This year marks architect Frank Gehry’s 90th birthday. What better excuse to take a look back on the seven-decade-long career of one of the boldest and the most influential American designers since Frank Lloyd Wright. In this article, we’ll explore some of his most famous projects – and show how this iconic architect can inspire a retail design agency today.
Davis Residence 1968
While not his first commission (his Los Angeles based practice had been operating for six years by this point), the Malibu live/work residence that Gehry completed for artist Ron Davis in 1968 certainly raised his profile. The design of its slanted roof created a trapezoidal shape that gave the appearance of rotation. It boosted the visibility of a design vocabulary that would go on to become his signature.
Gehry Residence 1978
Architects live in the most interesting houses, and Gehry is no exception. The Santa Monica residence that he “renovated” for his family was completed in 1978, and immediately divided the opinion of the design community. By building onto an existing structure, and using familiar suburban materials, such as chain link, plywood and stucco to create distinctive and unexpected lines, the structure is a study in how shape can be used to subvert expectations. While dismissed by many at the time, the house won the American Institute of Architects’ prestigious Twenty-Five Year Award in 2012.
Dancing House 1996
Like many of his contemporaries, Gehry viewed modernism and the cold and formulaic buildings that it produced with little enthusiasm. By the 1990s the expressive visual style he had developed in resistance to this movement had reached a zenith. Gehry’s design for a building that would become a landmark in Prague, was built on the site of a small building destroyed during World War II. Made using 99 uniquely shaped concrete panels, the structure’s facade undulates, creating the impression of two entwined human figures. Again, his design was not universally well received, with some stating that it was an affront to Prague’s historic Gothic, Renaissance and Baroque architecture. Gehry instead preferred to see it as a “new Baroque” answer to its surroundings.
The Guggenheim 1997
Bilbao’s Guggenheim museum could be Gehry’s most famous design, and is certainly one of the greatest examples of building as sculpture.
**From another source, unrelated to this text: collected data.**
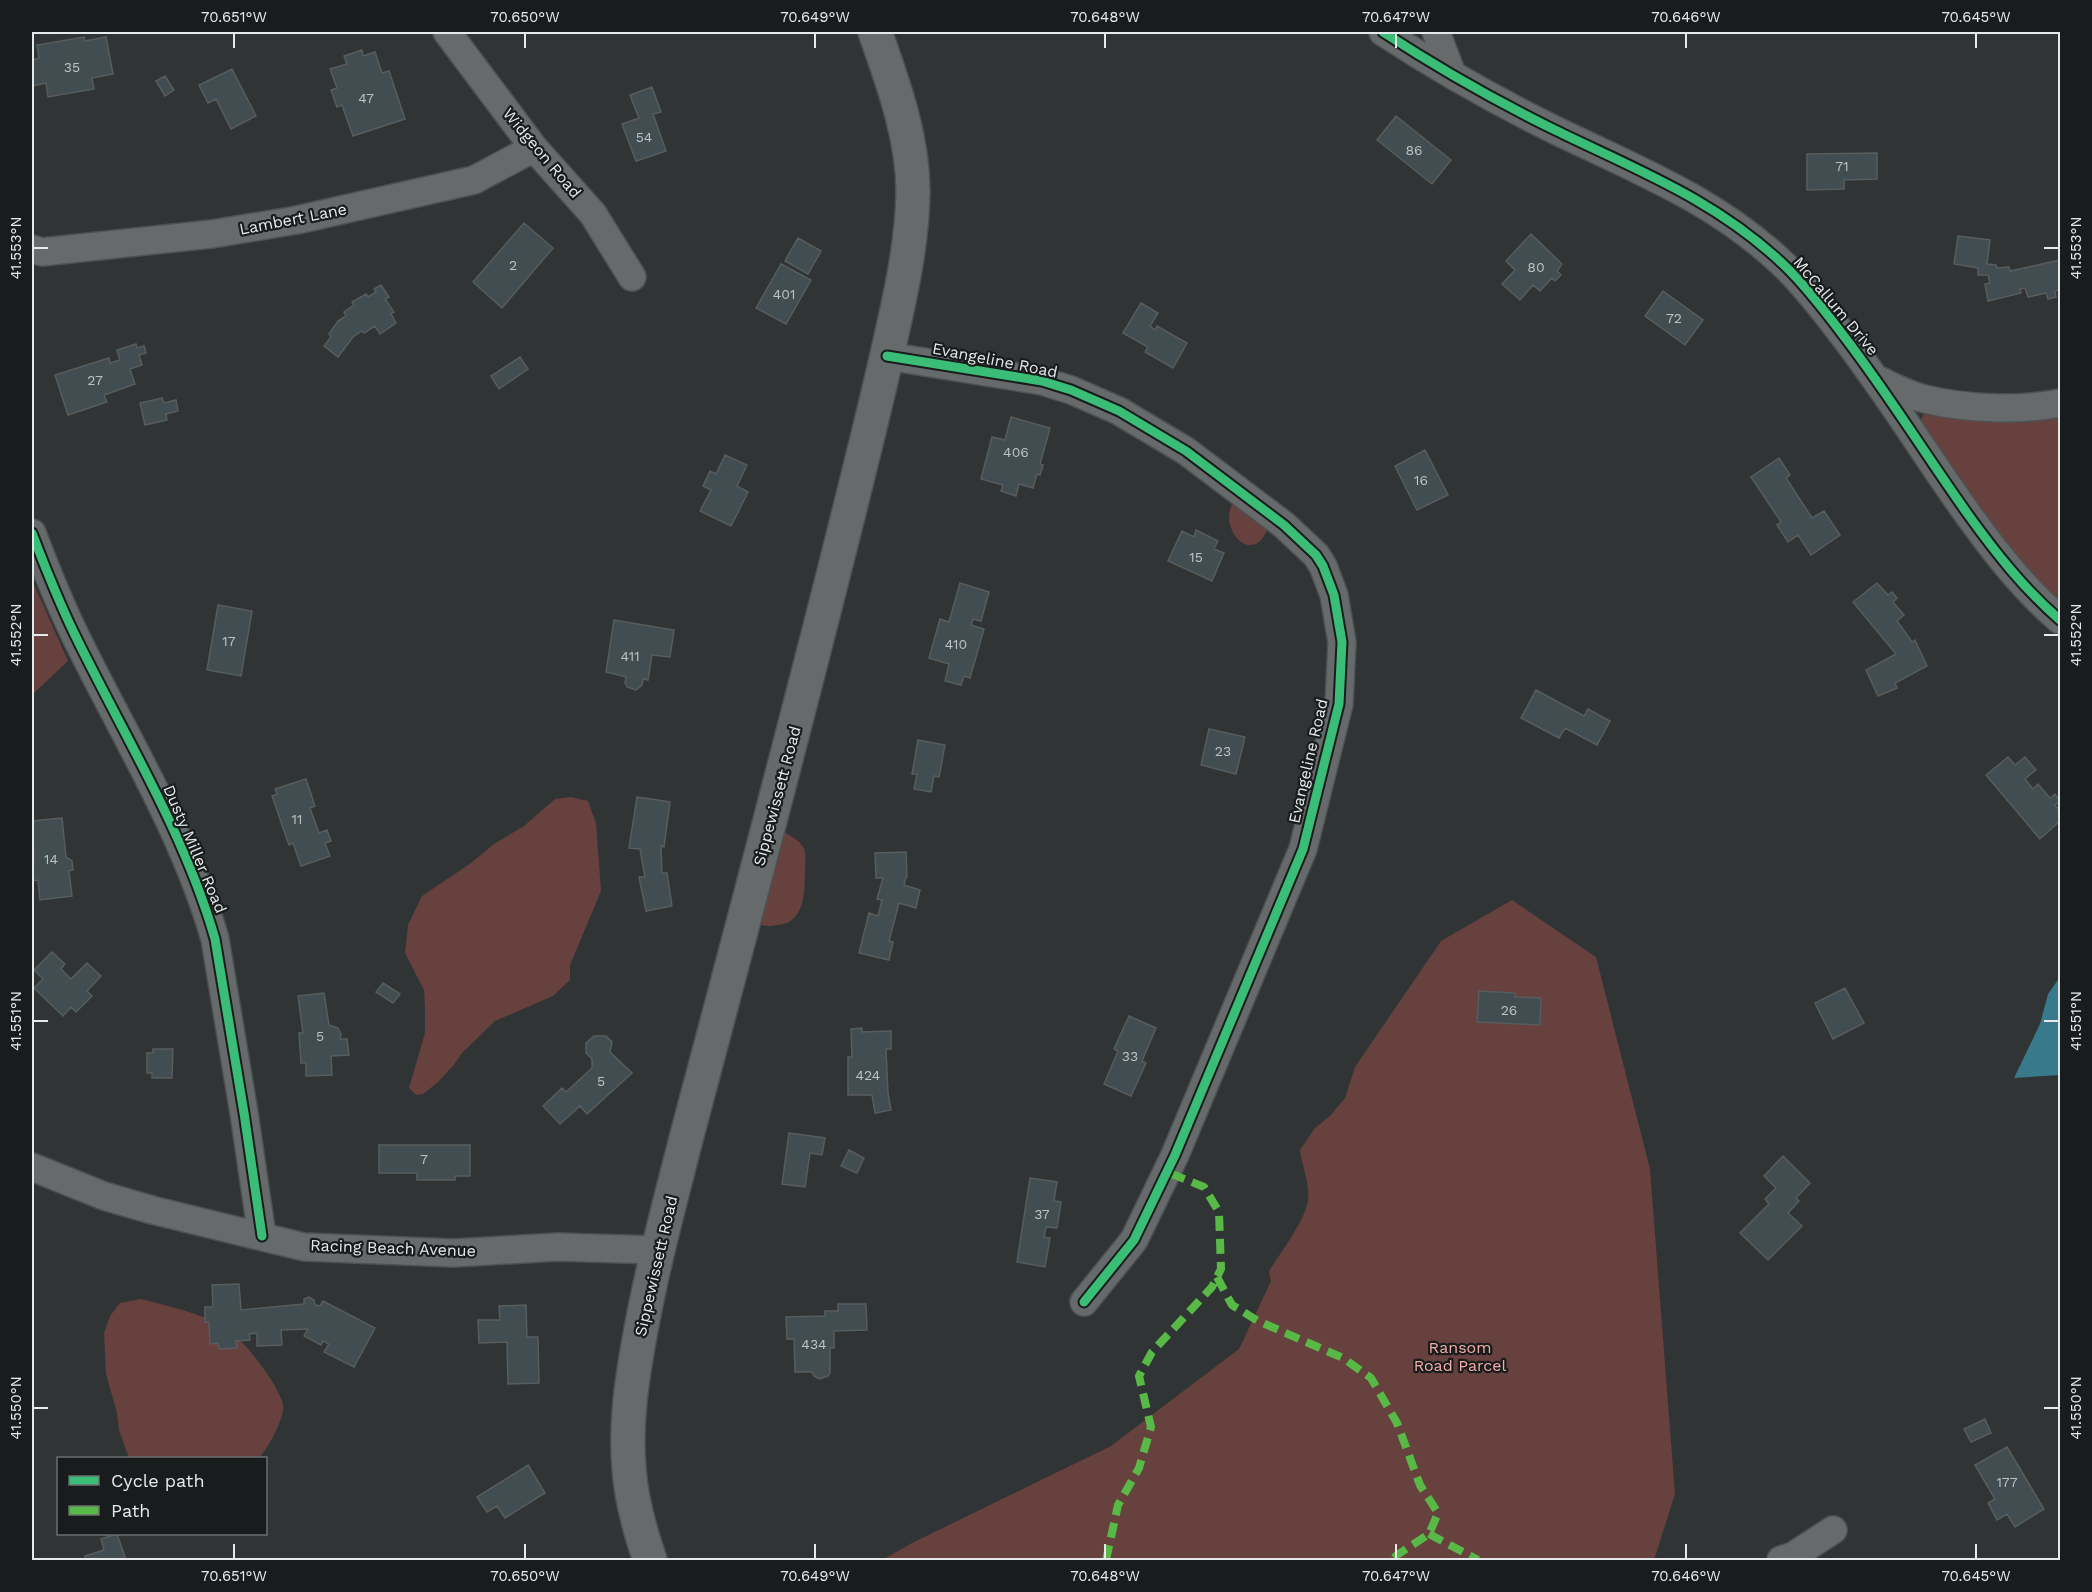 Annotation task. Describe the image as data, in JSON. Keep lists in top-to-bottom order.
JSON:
{
  "streets": {
    "main road": ["Sippewissett Road"],
    "street": [
      "Widgeon Road",
      "Lambert Lane",
      "McCallum Drive",
      "Evangeline Road",
      "Dusty Miller Road",
      "Racing Beach Avenue"
    ]
  },
  "crossings": [
    ["Widgeon Road", "Lambert Lane"],
    ["Evangeline Road", "Sippewissett Road"],
    ["Sippewissett Road", "Racing Beach Avenue"],
    ["Dusty Miller Road", "Racing Beach Avenue"]
  ],
  "parks": ["Ransom Road Parcel"],
  "house_numbers": [
    "35",
    "47",
    "54",
    "86",
    "71",
    "2",
    "80",
    "401",
    "72",
    "27",
    "406",
    "16",
    "15",
    "17",
    "410",
    "411",
    "23",
    "11",
    "14",
    "26",
    "5",
    "33",
    "424",
    "5",
    "7",
    "37",
    "434",
    "177"
  ],
  "legend": ["Cycle path", "Path"],
  "coordinates": [
    "70.651°W",
    "70.650°W",
    "70.649°W",
    "70.648°W",
    "70.647°W",
    "70.646°W",
    "70.645°W",
    "41.553°N",
    "41.552°N",
    "41.551°N",
    "41.550°N"
  ]
} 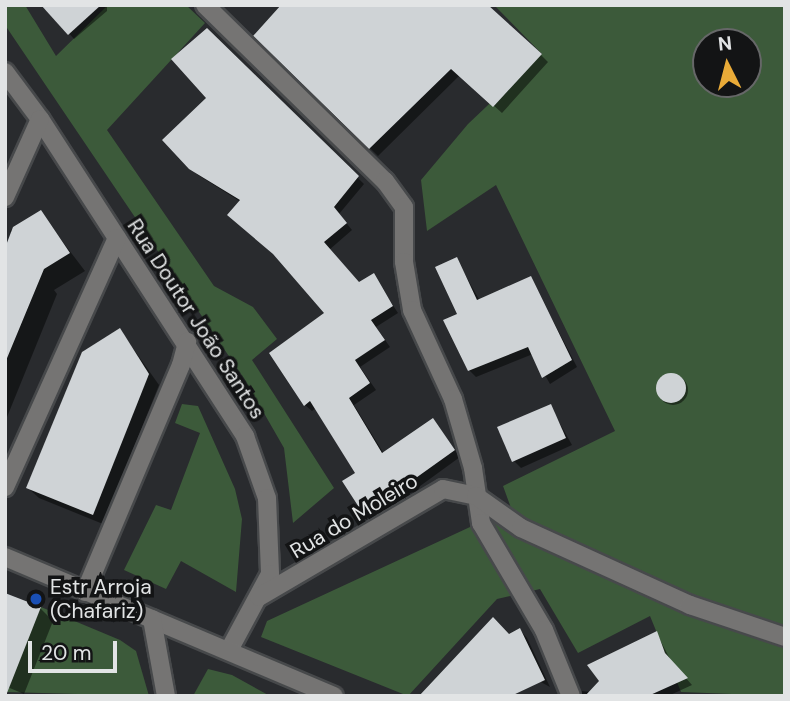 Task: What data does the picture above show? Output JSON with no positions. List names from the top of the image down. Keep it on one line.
{"streets":{"street":["Rua Doutor João Santos","Rua do Moleiro"]},"crossings":[["Rua Doutor João Santos","Rua do Moleiro"]],"places":["Estr Arroja (Chafariz)"],"scale_bar":"20 m","north":"top"} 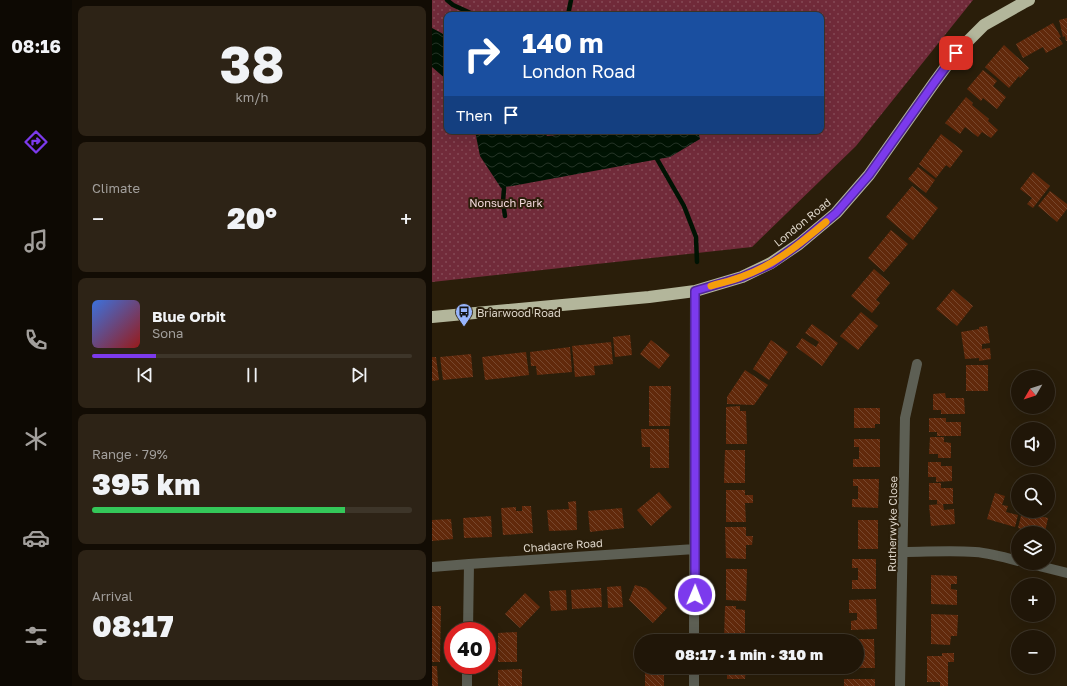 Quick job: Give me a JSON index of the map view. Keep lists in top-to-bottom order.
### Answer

Its undulating metal and limestone forms seem to defy gravity, and marked the start of a new class of landmarks that could attract cultural pilgrimages from around the world – a phenomenon later labelled the “Bilbao Effect.” The New York Times called the building, seemingly random titanium-clad forms, “a miracle”.
Eight Spruce Street 2011
Gehry’s addition to the New York skyline, and his first skyscraper, ushered in a new era of residential towers in New York City. At 76 stories, it dwarfed downtown landmarks like the Woolworth Building and for many was seen as a symbol of the rebirth of Lower Manhattan.
Made using 10,500 steel panels of varying shape, the form of the building appears to change depending on the viewer’s vantage point. While not the cultural phenomenon of some of his earlier work, it is the height that makes it stand out from the rest of his portfolio. It is Gehry, but on an as yet unseen scale.
Retail design: Taking inspiration from architecture
Drawing inspiration from such awe-inspiring architecture as a retail designer can seem intimidating. After all, how could window display design be shaped by something as monumental as a skyscraper? Yet there is so much for a retail design agency and a visual merchandising agency to learn from Frank Gehry.
He once said, “Architecture should speak of its time and place, but yearn for timelessness”. The same principles apply to brick-and-mortar retail. Localised design that speaks to a time and place should always be built on those principles that make a design timeless – boldness, functionality, quality, adaptability and honesty. Frank Gehry might have his own unrepeatable trademark, but the principles of his architecture can inspire all kinds of design, from a retail design agency designing a window display, to the tallest skyscraper.